His voice trailed off. He looked down at his plate, at the carnage of pizza fries. And suddenly I wasn’t afraid of homophobe lunatics with guns or the waitress spitting in our food or someone from the slaughterhouse or his father’s tree farm seeing us and snitching. Nothing on earth frightened me as much as the thought that Tariq might leave me.

“Come around the table,” I said. “Nobody knows us here. You don’t need to be ashamed of me.” A sob-hiccup.

He came around. He draped his big strong arm across my shoulders. He stared out at the diner and dared anyone to give us a second glance. No one did.

“What’s going on, Matt?” he whispered.

“My mom is going to lose her job. And my sister won’t talk to me. And I . . . And I . . .”

I stopped myself. I had been way, way too close to telling Tariq the thing that would make him run screaming out of my life. He’d tolerated so much of my awfulness. Expecting him to be understanding about my self-imposed starvation was absurd.

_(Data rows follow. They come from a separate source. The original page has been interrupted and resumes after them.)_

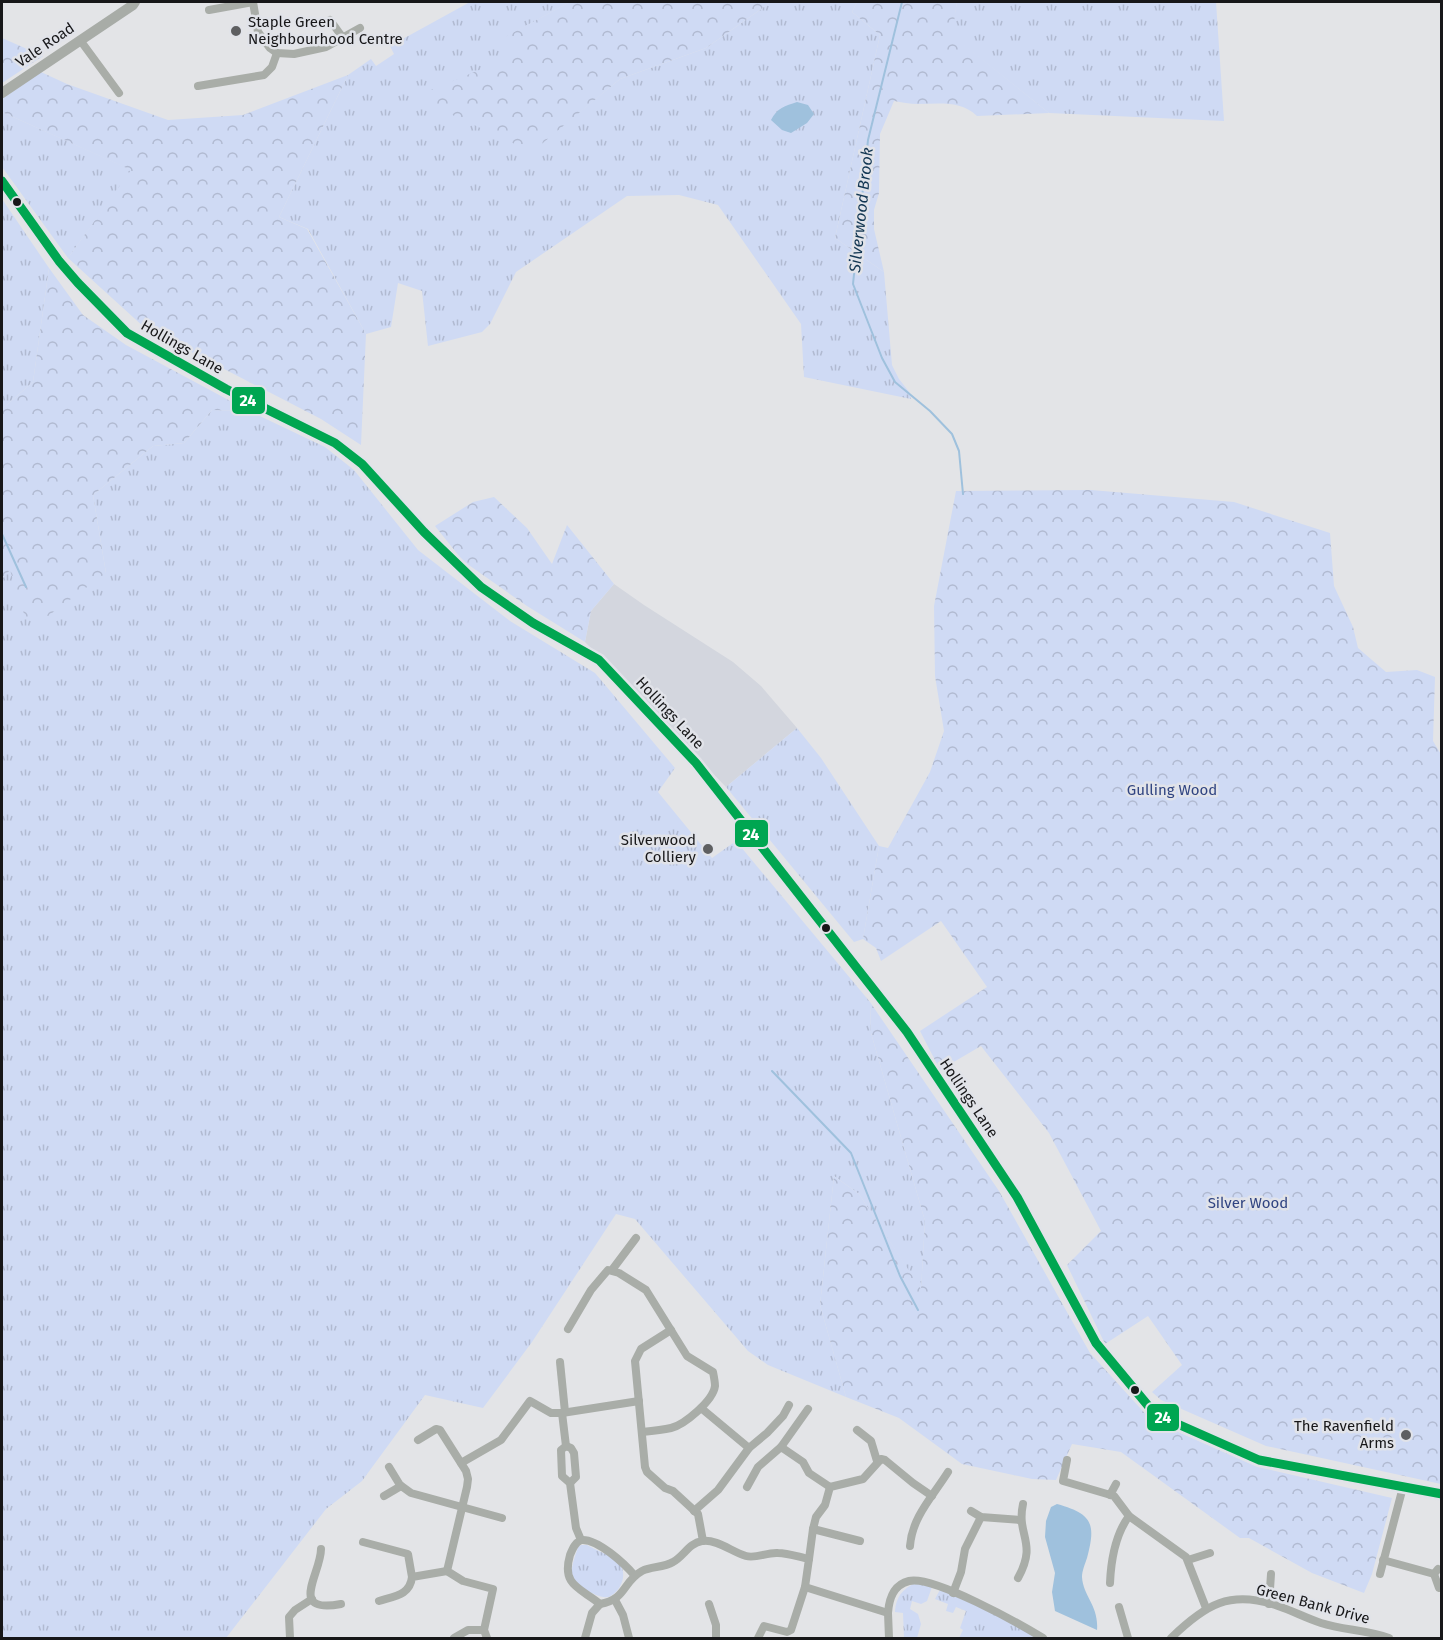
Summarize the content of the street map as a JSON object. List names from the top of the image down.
{
  "streets": {
    "street": ["Vale Road", "Hollings Lane", "Green Bank Drive"]
  },
  "water": ["Silverwood Brook"],
  "parks": ["Gulling Wood", "Silver Wood"],
  "places": ["Staple Green Neighbourhood Centre", "Silverwood Colliery", "The Ravenfield Arms"],
  "lines": ["transit line 24"]
}
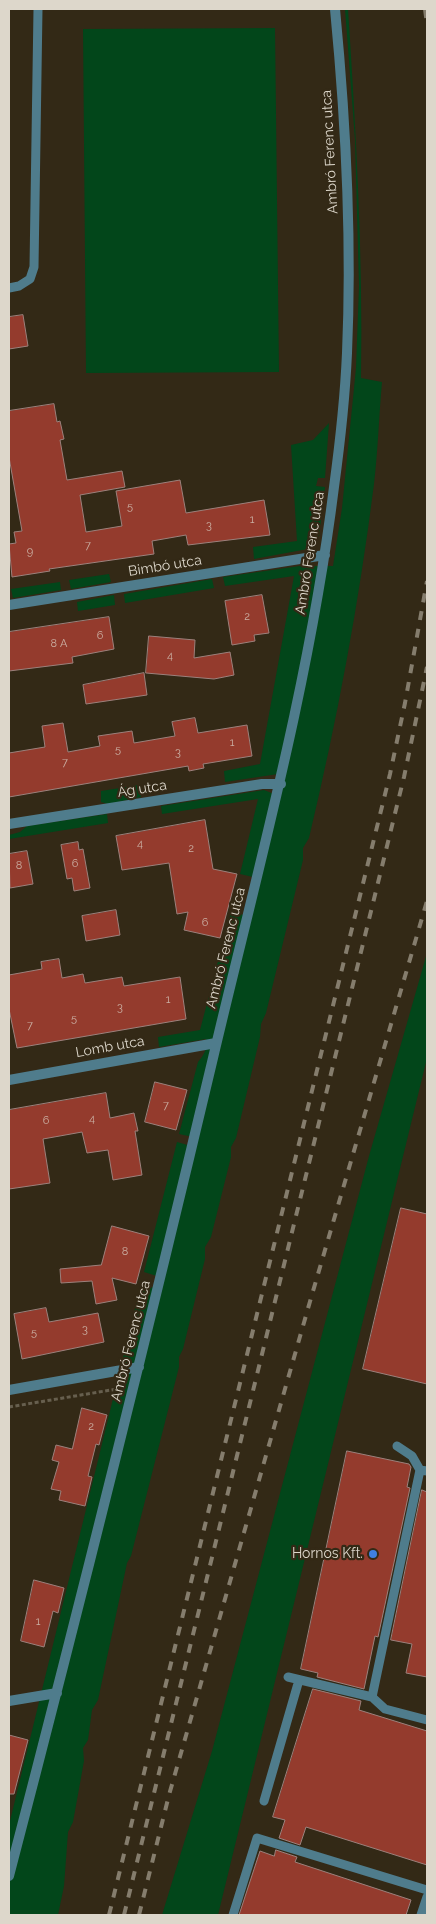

“Yeah,” he said. “Keeping us a secret is hard for me, too.” There were lots more things he wanted to say, and he wanted to say them so bad I could hear them. Some of the things were precisely what I needed to hear. But he didn’t really say them, so they didn’t count.

“I’m sorry,” I said, conceding defeat in the who-can-stay-silent-longer contest. “It’s the solstice. I’m a Wiccan, so I’m very sensitive to these things.”

“Eat the goddamn soup,” he said in my ear, then bit it lightly.

I ate two spoonfuls of the soup. I wept because it tasted so good, and because Tariq cared so much for me, and I wept because I was so, so weak.